There are some good reasons that VMware wants pre-publishing review of benchmarks using our software. There are also good reasons not to like this policy, and my personal view is that it probably should be phased out at some point. However, we see problems with virtual performance testing over and over again. Virtualization benchmarking is hard, and virtualization is still so new that people love to take ancedotes and generalize to the usefulness of virtualization technologies, for all time.

Case in point: this recent benchmark got picked up by Slashdot today: Load Testing a Virtual Web Application. It really isn’t a good test: they use VMware Server 1.0.1 (we don’t recommend using Server for high-throughput production uses!) instead of ESX Server, they don’t tune anything, etc.

This is a very fair point, the problem with these benchmarks is that they can be finger in the air type tests. Ultimately anyone wishing to compare virtualization products should be doing the due diligence part, downloading it/buying it and comparing the two products on their server, their network setting it up as per their documentation/standards and configuring it with the vendors recommendations.

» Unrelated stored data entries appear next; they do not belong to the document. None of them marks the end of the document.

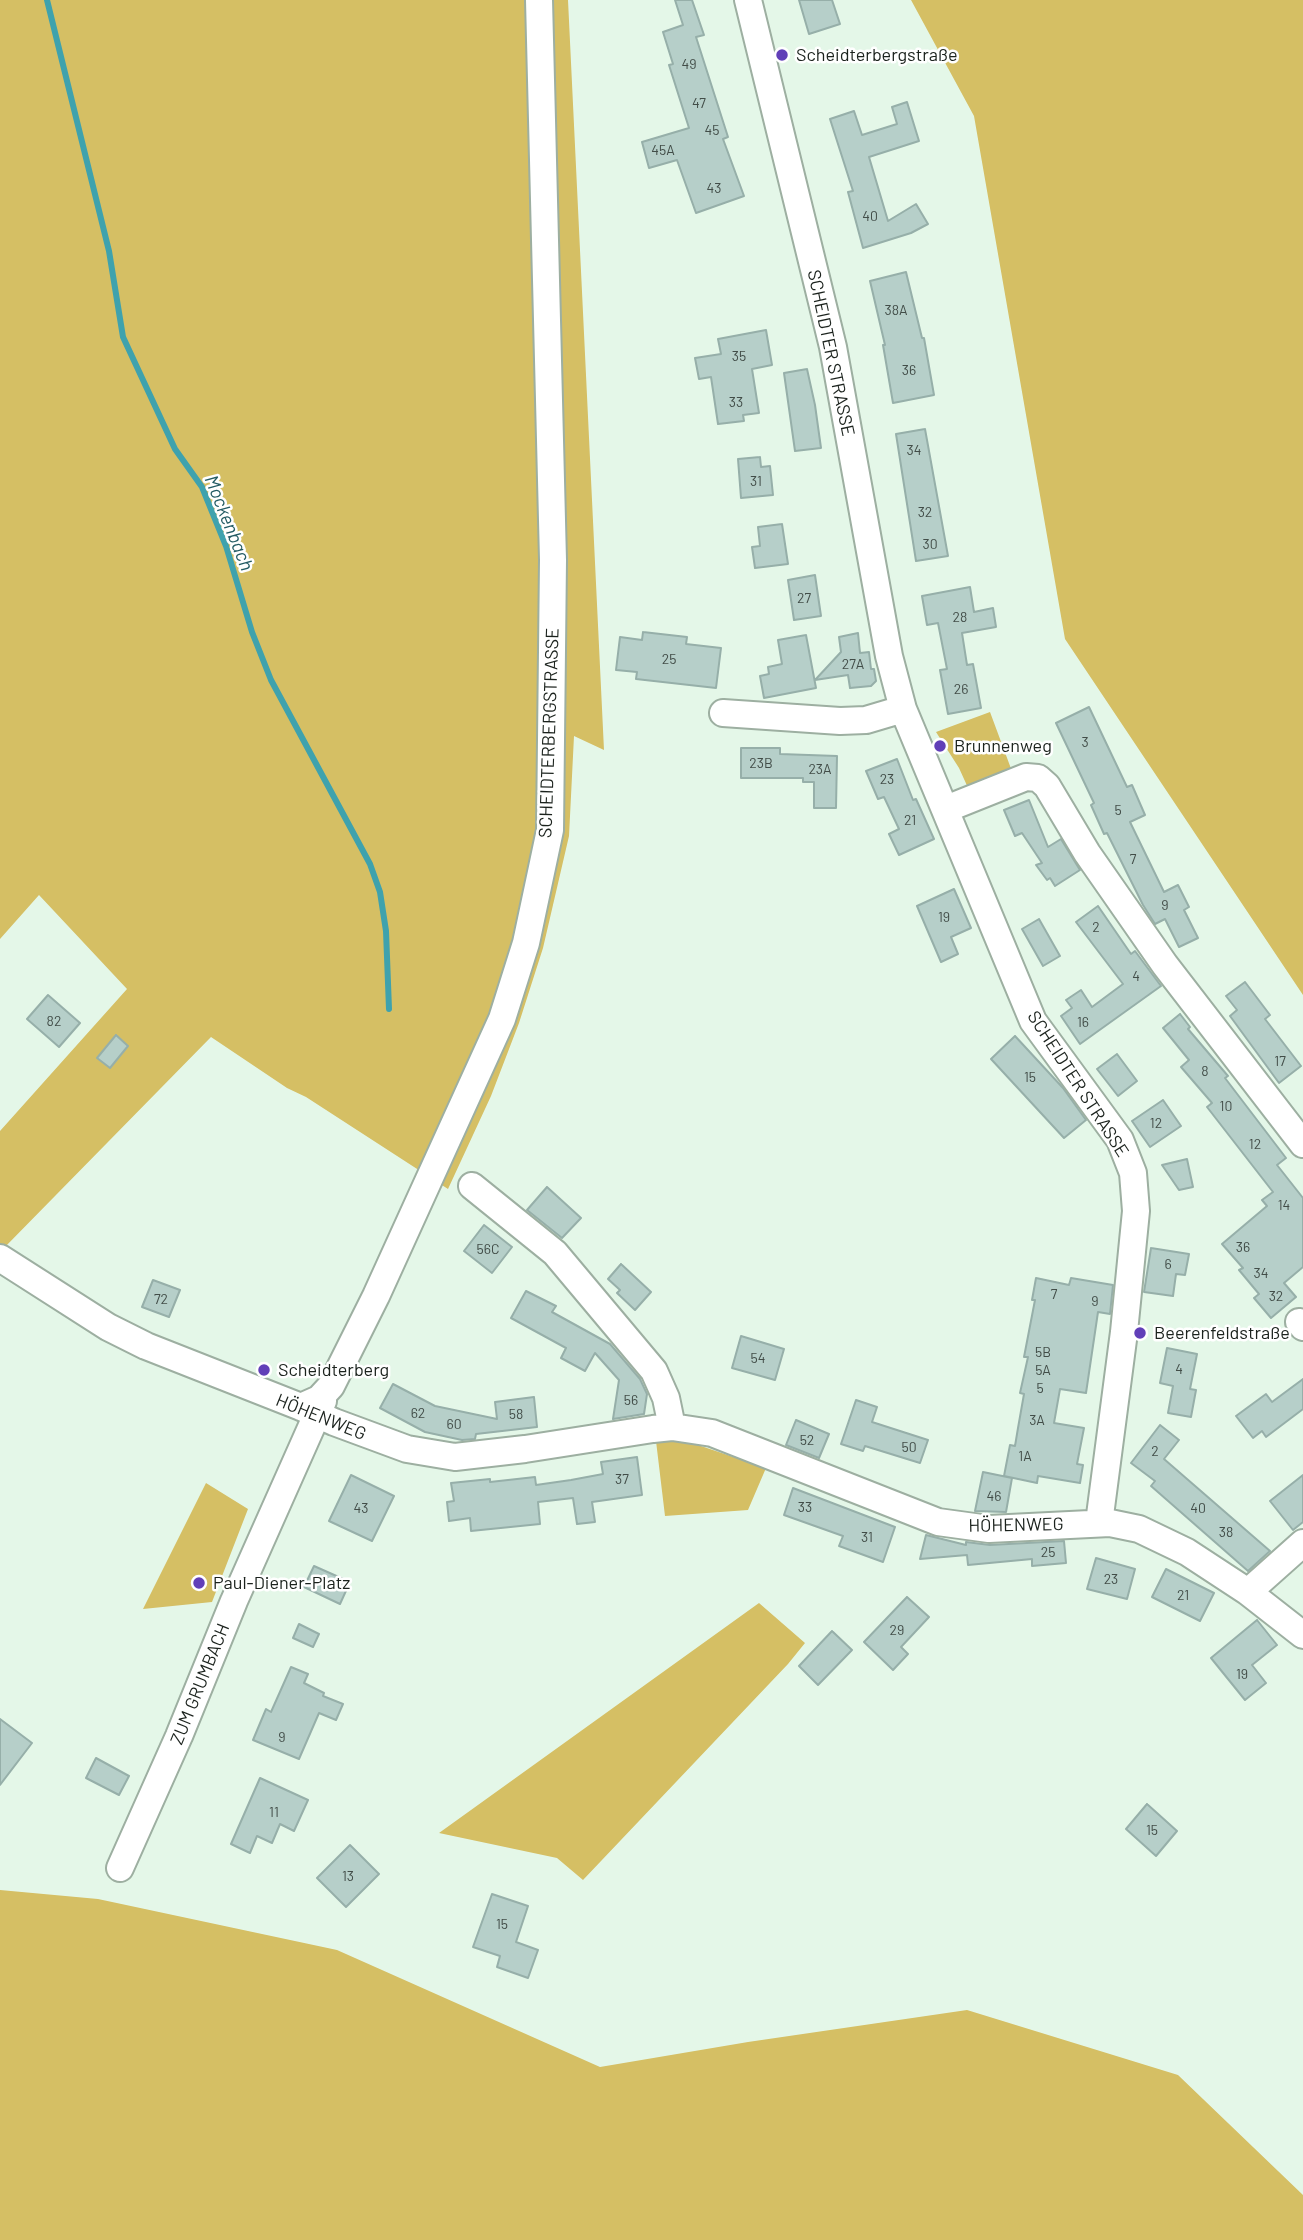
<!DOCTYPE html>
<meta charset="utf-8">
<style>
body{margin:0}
canvas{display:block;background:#e4f7e8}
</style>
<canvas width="1303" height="2240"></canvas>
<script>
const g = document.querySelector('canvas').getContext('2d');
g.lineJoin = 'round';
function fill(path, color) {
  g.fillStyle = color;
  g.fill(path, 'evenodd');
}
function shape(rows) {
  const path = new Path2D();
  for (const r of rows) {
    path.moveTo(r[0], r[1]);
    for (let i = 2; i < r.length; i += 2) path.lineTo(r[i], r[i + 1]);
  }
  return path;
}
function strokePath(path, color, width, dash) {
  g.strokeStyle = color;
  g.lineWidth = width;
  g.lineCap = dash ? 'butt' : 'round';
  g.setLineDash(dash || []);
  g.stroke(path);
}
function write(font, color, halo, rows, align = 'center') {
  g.font = font + ' Barlow,sans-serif';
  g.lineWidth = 5;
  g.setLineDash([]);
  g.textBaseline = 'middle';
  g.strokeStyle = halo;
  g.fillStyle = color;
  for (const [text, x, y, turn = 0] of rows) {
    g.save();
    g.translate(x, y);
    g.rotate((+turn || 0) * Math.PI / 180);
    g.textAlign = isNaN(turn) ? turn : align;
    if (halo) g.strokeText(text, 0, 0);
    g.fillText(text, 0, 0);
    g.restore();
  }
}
fill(shape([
 [0,0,568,0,604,750,574,736,569,836,543,948,519,1023,491,1096,448,1189,306,1097,287,1088,211,1037,3,1249,0,1247,0,1131,127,989,39,895,0,939],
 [911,0,1303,0,1303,995,1065,639,974,116],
 [990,712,1013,774,969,790,959,768,936,732],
 [656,1441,679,1442,698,1445,766,1468,748,1510,665,1516],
 [206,1483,248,1509,212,1602,143,1609],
 [759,1603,805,1643,788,1664,583,1880,557,1858,439,1833],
 [0,1890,98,1899,337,1950,600,2067,748,2042,967,2010,1178,2075,1303,2195,1303,2240,0,2240]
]), '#d5bf64');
strokePath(shape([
 [47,0,109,251,123,337,175,449,202,487,226,546,252,632,271,680,370,864,380,892,386,931,389,1009]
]), '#3fa2ad', 6);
const building = shape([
 [675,0,692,0,704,35,696,37,728,137,723,139,744,196,696,213,677,160,649,168,642,142,689,128,669,65,673,64,663,32,683,25,675,0],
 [799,0,832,0,840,24,809,34,799,0],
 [907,102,919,141,869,157,888,221,916,204,928,224,911,233,863,248,848,192,853,191,830,119,854,111,862,135,897,124,892,107,907,102],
 [906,272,922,338,924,338,934,395,893,403,883,345,885,345,870,281,906,272],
 [766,330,772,365,752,369,759,413,743,415,744,421,718,424,711,377,699,379,695,358,721,354,718,339,766,330],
 [807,369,815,405,821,448,795,451,784,373,807,369],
 [925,429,948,556,916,561,896,434,925,429],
 [760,457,761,467,770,466,773,495,741,498,738,459,760,457],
 [782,524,788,564,755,568,752,547,760,546,758,527,782,524],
 [815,575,821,616,794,620,788,580,815,575],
 [970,587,974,612,993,608,996,627,962,633,967,665,973,664,981,708,948,714,940,670,947,669,938,623,927,625,922,596,970,587],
 [643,632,687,637,686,644,721,648,716,688,636,679,637,672,616,670,620,637,642,640,643,632],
 [858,633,860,653,869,652,871,669,874,669,876,681,871,686,850,688,848,675,815,680,841,652,839,637,858,633],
 [806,635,816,688,764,698,760,676,769,674,768,667,782,664,778,640,806,635],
 [1089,707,1127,787,1132,785,1145,815,1130,822,1164,892,1178,885,1189,907,1184,910,1198,938,1179,947,1165,919,1155,924,1143,905,1107,833,1104,834,1091,805,1094,803,1056,723,1089,707],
 [741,748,780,748,780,754,837,756,836,808,814,808,814,782,803,782,803,778,741,778,741,748],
 [897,759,913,800,916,799,934,839,899,855,889,834,899,829,884,797,878,799,866,771,897,759],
 [1029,800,1048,847,1061,839,1080,870,1055,886,1050,878,1047,880,1036,865,1042,863,1022,833,1015,836,1004,810,1029,800],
 [954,889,971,928,951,937,958,954,941,962,917,906,954,889],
 [1098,906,1131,954,1135,951,1161,986,1080,1044,1061,1016,1072,1008,1066,1000,1081,990,1092,1007,1123,984,1076,922,1098,906],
 [1039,919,1060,956,1043,966,1022,929,1039,919],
 [1245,982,1270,1015,1265,1019,1301,1066,1279,1083,1230,1016,1237,1010,1226,996,1245,982],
 [48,995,80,1023,59,1047,27,1019,48,995],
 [1180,1014,1190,1027,1188,1029,1228,1076,1225,1078,1286,1158,1277,1165,1303,1198,1303,1267,1284,1283,1296,1297,1271,1318,1254,1298,1259,1294,1239,1270,1243,1268,1222,1244,1267,1206,1262,1200,1273,1192,1207,1107,1212,1103,1181,1067,1189,1060,1163,1028,1180,1014],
 [116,1035,128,1046,110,1068,97,1058,116,1035],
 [1015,1036,1063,1088,1086,1120,1064,1138,991,1059,1015,1036],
 [1117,1054,1137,1081,1118,1096,1097,1069,1117,1054],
 [1163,1100,1181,1126,1150,1147,1132,1121,1163,1100],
 [1187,1159,1193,1187,1179,1190,1162,1165,1187,1159],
 [547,1187,581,1218,562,1238,527,1210,547,1187],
 [484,1225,512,1247,492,1273,464,1251,484,1225],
 [1151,1248,1189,1254,1185,1275,1176,1274,1173,1296,1144,1292,1151,1248],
 [621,1264,651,1292,635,1310,617,1293,620,1290,608,1279,621,1264],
 [1036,1278,1069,1285,1071,1278,1113,1285,1110,1314,1098,1312,1086,1393,1060,1389,1054,1423,1084,1428,1077,1464,1083,1465,1080,1483,1038,1476,1037,1483,1004,1476,1010,1445,1015,1446,1018,1428,1024,1394,1020,1393,1028,1357,1024,1357,1035,1300,1032,1300,1036,1278],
 [153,1280,180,1290,169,1317,142,1307,153,1280],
 [526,1291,556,1306,552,1312,610,1344,640,1379,647,1394,644,1414,613,1419,619,1380,595,1353,585,1371,561,1358,566,1348,511,1318,526,1291],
 [741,1336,784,1349,775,1380,732,1368,741,1336],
 [1167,1348,1197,1354,1190,1389,1196,1390,1191,1417,1168,1413,1173,1386,1160,1383,1167,1348],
 [1303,1379,1303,1409,1266,1437,1262,1431,1253,1438,1236,1416,1266,1394,1272,1402,1303,1379],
 [393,1384,435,1406,497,1419,495,1402,534,1397,537,1427,476,1434,475,1439,462,1440,425,1432,380,1408,393,1384],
 [856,1400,877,1407,872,1422,928,1440,920,1463,865,1446,863,1451,841,1444,856,1400],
 [796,1420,829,1434,819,1458,786,1445,796,1420],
 [1160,1425,1179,1440,1164,1459,1270,1551,1248,1571,1151,1486,1155,1481,1131,1463,1160,1425],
 [637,1457,642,1495,592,1502,595,1522,577,1524,573,1498,538,1502,540,1524,471,1531,470,1518,449,1521,447,1502,454,1501,451,1483,490,1479,490,1482,535,1477,536,1485,571,1480,603,1474,601,1462,637,1457],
 [983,1472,1012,1478,1006,1512,975,1511,983,1472],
 [351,1475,394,1496,372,1541,329,1521,351,1475],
 [1303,1475,1303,1522,1293,1530,1270,1501,1303,1475],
 [793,1488,895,1527,883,1562,839,1546,843,1536,784,1515,793,1488],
 [926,1535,966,1545,966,1542,990,1545,1064,1541,1066,1563,1032,1566,1032,1559,968,1565,967,1555,920,1559,926,1535],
 [1096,1558,1135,1569,1127,1599,1087,1589,1096,1558],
 [314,1566,350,1582,340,1604,304,1587,314,1566],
 [1166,1569,1214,1593,1200,1621,1152,1597,1166,1569],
 [907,1597,929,1617,901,1647,908,1654,893,1670,864,1642,907,1597],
 [1257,1620,1277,1645,1252,1665,1266,1683,1245,1700,1211,1658,1257,1620],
 [299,1624,319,1634,313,1647,293,1638,299,1624],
 [832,1631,852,1650,818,1685,799,1666,832,1631],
 [291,1667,308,1674,304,1683,324,1693,323,1696,343,1704,336,1720,319,1713,299,1759,253,1740,266,1709,271,1712,291,1667],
 [0,1719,32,1743,0,1785,0,1719],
 [96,1758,129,1776,119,1795,86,1778,96,1758],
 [260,1778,308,1800,294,1831,280,1824,272,1843,257,1836,250,1853,231,1844,260,1778],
 [1147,1804,1177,1831,1156,1856,1126,1829,1147,1804],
 [350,1845,379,1874,346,1907,317,1878,350,1845],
 [492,1894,528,1906,516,1942,538,1950,528,1978,497,1967,500,1956,473,1947,492,1894]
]);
fill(building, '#b6cfc9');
strokePath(building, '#96afa9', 2);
const minor = shape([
 [748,0,833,347,889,656,903,709,1033,1021,1120,1140,1133,1173,1136,1211,1124,1332,1099,1523],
 [723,713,840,721,866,720,903,709],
 [946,809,1026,777,1038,778,1047,786,1087,853,1165,965,1303,1144],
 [472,1186,555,1253,654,1371,666,1398,672,1427],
 [0,1258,108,1327,146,1346,301,1407,334,1422,407,1449,455,1457,525,1449,653,1429,672,1427,712,1433,938,1522,989,1529,1110,1523,1139,1529,1187,1552,1248,1592,1303,1635],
 [1299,1322,1303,1327],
 [301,1407,319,1399,331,1386,376,1296,502,1019,526,943,550,830,553,560,539,0],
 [1248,1592,1303,1543],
 [120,1868,179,1736,234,1601,323,1401]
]);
strokePath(minor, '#9dafa1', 30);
strokePath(minor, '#fff', 26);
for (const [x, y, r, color] of [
 [782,55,7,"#613fb8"],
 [940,746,7,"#613fb8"],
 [1140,1333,7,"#613fb8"],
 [264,1370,7,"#613fb8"],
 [199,1583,7,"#613fb8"]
]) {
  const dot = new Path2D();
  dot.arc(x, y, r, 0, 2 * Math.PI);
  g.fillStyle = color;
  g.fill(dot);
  strokePath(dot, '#fff', 2.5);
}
write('14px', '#424d48', null, [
 ["49",689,64],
 ["47",699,103],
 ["45",712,130],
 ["45A",663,150],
 ["43",714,188],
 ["40",870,216],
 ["38A",896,310],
 ["35",739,356],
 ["36",909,370],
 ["33",736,402],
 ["34",914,450],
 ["31",756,481],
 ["32",925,512],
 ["30",930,544],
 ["27",804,598],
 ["28",960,617],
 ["25",669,659],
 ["27A",853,664],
 ["26",961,689],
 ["3",1085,742],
 ["23B",761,763],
 ["23A",820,769],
 ["23",887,779],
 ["5",1118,810],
 ["21",910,820],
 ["7",1133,859],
 ["9",1165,905],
 ["19",944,917],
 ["2",1096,927],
 ["4",1136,976],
 ["82",54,1021],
 ["16",1083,1022],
 ["17",1280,1061],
 ["8",1205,1071],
 ["15",1030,1077],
 ["10",1226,1106],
 ["12",1156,1123],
 ["12",1255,1144],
 ["14",1284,1205],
 ["36",1243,1247],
 ["56C",488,1249],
 ["6",1168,1264],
 ["34",1261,1273],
 ["7",1054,1294],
 ["32",1276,1296],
 ["72",161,1299],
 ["9",1095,1301],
 ["5B",1043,1352],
 ["54",758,1358],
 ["4",1179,1369],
 ["5A",1043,1370],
 ["5",1040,1388],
 ["56",631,1400],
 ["62",418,1413],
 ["58",516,1414],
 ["3A",1037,1420],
 ["60",454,1424],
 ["52",807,1440],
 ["50",909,1447],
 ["2",1155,1451],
 ["1A",1025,1456],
 ["37",622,1479],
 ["46",994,1496],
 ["33",805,1507],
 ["43",361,1508],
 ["40",1198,1508],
 ["38",1226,1532],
 ["31",867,1537],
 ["25",1048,1552],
 ["23",1111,1579],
 ["21",1183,1595],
 ["29",897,1630],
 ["19",1242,1674],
 ["9",282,1737],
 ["11",274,1812],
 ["15",1152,1830],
 ["13",348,1876],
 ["15",502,1924]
]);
write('18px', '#1b221d', '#fff', [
 ["Scheidterbergstraße",796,55],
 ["Brunnenweg",954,746],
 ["Beerenfeldstraße",1154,1333],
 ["Scheidterberg",278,1370],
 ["Paul-Diener-Platz",213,1583]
], 'left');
write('18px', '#1b221d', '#fff', [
 ["SCHEIDTER STRASSE",831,353,78],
 ["SCHEIDTERBERGSTRASSE",549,733,-88],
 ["SCHEIDTER STRASSE",1078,1084,57],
 ["HÖHENWEG",321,1417,22],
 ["HÖHENWEG",1016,1525,-1],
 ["ZUM GRUMBACH",200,1684,-68]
]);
write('italic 19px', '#235b63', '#fff', [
 ["Mockenbach",229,523,68]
]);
</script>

Virtualization remains for many as the post suggests is a great tool for server consolidation, the ability to get rid of my legacy proliants and consolidate them on to one or two DL585s, freeing up power and datacenter space.  Would I use it in production? Sure, but as with any technology, I’d use it for what I thought was appropriate to the task at hand, if it’s a real time market data feed and it’s working on a physical platform, then maybe not, but if it’s an infrastructure server and it’s not doing much, then it’s the ideal candidate.